Your request was very specific! I really hope I met all of the requirements D:

*SAMwich*:





*Leagolas1*:





*ricano4life*:





*paperCheese*:




How generous of you for the tip! May we discuss this via PM?

*KOOky_CoconutZ*:





As always, if you need anything changed just tell me. Hope you all enjoy!


----------



## Ricano (Jan 5, 2009)

hey thanks!  its great  x]


----------



## Gnome (Jan 5, 2009)

Nice you made mine great just look below vvv


----------



## Erica (Jan 5, 2009)

0______o

Beautiful!!! Thank you! That was exactly what I wanted but you made it way more pretty!

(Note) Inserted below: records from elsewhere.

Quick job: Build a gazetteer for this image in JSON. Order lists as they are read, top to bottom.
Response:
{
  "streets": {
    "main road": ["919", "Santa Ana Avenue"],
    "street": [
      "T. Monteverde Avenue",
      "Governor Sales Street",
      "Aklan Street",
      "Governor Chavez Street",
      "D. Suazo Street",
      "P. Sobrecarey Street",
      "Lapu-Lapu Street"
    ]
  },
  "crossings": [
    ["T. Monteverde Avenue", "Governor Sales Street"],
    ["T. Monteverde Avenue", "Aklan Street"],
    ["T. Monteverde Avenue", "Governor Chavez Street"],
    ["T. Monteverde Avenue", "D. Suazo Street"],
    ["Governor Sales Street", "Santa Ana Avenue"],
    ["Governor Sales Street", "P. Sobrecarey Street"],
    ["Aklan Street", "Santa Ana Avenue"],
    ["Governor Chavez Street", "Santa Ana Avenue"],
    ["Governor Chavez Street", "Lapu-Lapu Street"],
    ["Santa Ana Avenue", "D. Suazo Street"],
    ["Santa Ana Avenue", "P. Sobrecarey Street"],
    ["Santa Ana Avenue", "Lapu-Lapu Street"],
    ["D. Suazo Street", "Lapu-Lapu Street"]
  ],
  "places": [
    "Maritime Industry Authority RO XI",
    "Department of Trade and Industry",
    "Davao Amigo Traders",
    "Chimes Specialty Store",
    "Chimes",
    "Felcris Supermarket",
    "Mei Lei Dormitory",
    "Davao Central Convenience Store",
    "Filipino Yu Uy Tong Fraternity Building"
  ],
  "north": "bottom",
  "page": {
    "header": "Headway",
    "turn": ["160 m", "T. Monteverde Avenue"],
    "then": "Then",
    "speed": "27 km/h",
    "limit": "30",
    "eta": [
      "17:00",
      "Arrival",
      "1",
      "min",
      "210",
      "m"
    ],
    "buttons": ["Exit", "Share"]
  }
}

Thanks. If you cometo my town tomorrow, Im gonna give you something. :3

<3


----------



## Deleted User (Jan 5, 2009)

Ah, I didn't expect many people to give me tips ^^;

Thank you Erica (and Ricano and paperCheese)! I will be sure to come by your town tomorrow :3


----------



## Gnome (Jan 5, 2009)

How does a free red pikmin pickle your cucumber?


----------



## Cool J (Jan 5, 2009)

will you make me a cool animal crossing sig


----------



## Deleted User (Jan 5, 2009)

AverageSean said:
			
		

> How does a free red pikmin pickle your cucumber?


o____o

If that is what you are tipping (lol, tipping xD) me, that sounds really nice! And awfully generous of you...

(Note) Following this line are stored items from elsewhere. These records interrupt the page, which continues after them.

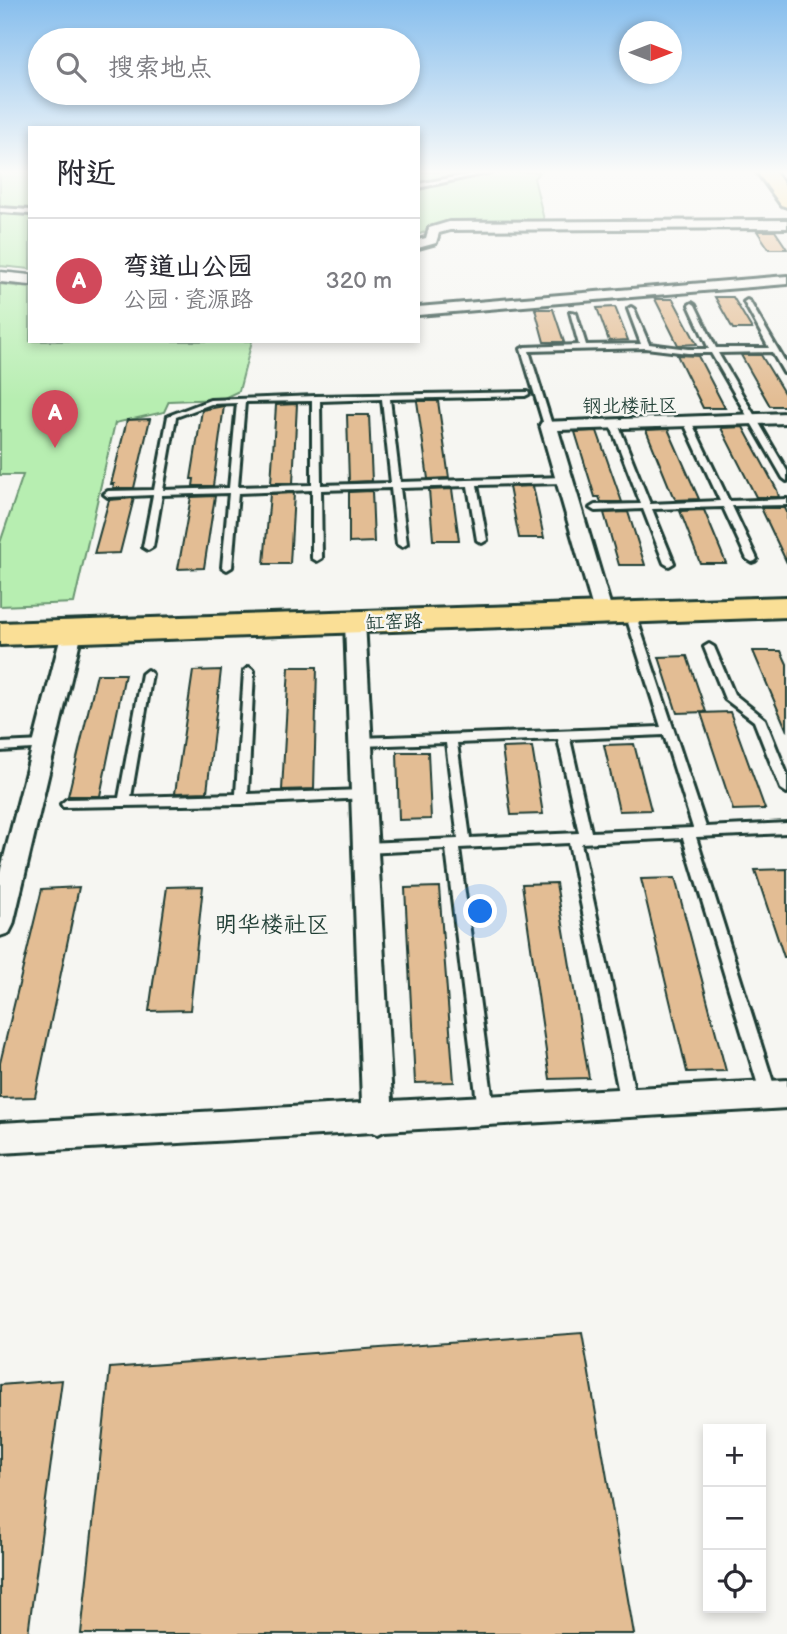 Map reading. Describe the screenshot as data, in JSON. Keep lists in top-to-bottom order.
{
  "streets": {
    "main road": ["缸窑路"]
  },
  "districts": ["钢北楼社区", "明华楼社区"],
  "north": "right",
  "page": {
    "search": "搜索地点",
    "heading": "附近",
    "list": [
      {
        "mark": "A",
        "name": "弯道山公园",
        "note": "公园 · 瓷源路",
        "value": "320 m"
      }
    ],
    "pins": "A",
    "map_buttons": ["+", "−"]
  }
}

EDIT: Sure, Cool J! Just provide me with a nice quality picture and I'll see what I can do.


----------



## Cool J (Jan 5, 2009)

Ed will you make me a cool animal crossing sig ill pay you 99k


----------



## Erica (Jan 5, 2009)

Can you make my name just a little bit lighter? I can't reallysee it. And thanks again!


----------



## Deleted User (Jan 5, 2009)

Oops, It seems that I reply a little too slowly xD

*Cool J*: Er, I did say yes. May I ask that you provide me with a picture you would like me to use?

*Erica*: I'll be back in one minute! I'll edit this post with the edited sig!





Hopefully this is better...


----------



## Cool J (Jan 5, 2009)

ok um here ill put it in my sig


----------



## Erica (Jan 5, 2009)

Thank you! <3

Come to my town tomorrow! <3


----------



## Cottonball (Jan 5, 2009)

hey thanxs for the siggy


----------



## Deleted User (Jan 5, 2009)

Everyone is very welcome :3


----------



## neverbeenkrissed (Jan 5, 2009)

haha.. i love coming back here and seeing all the new sigs.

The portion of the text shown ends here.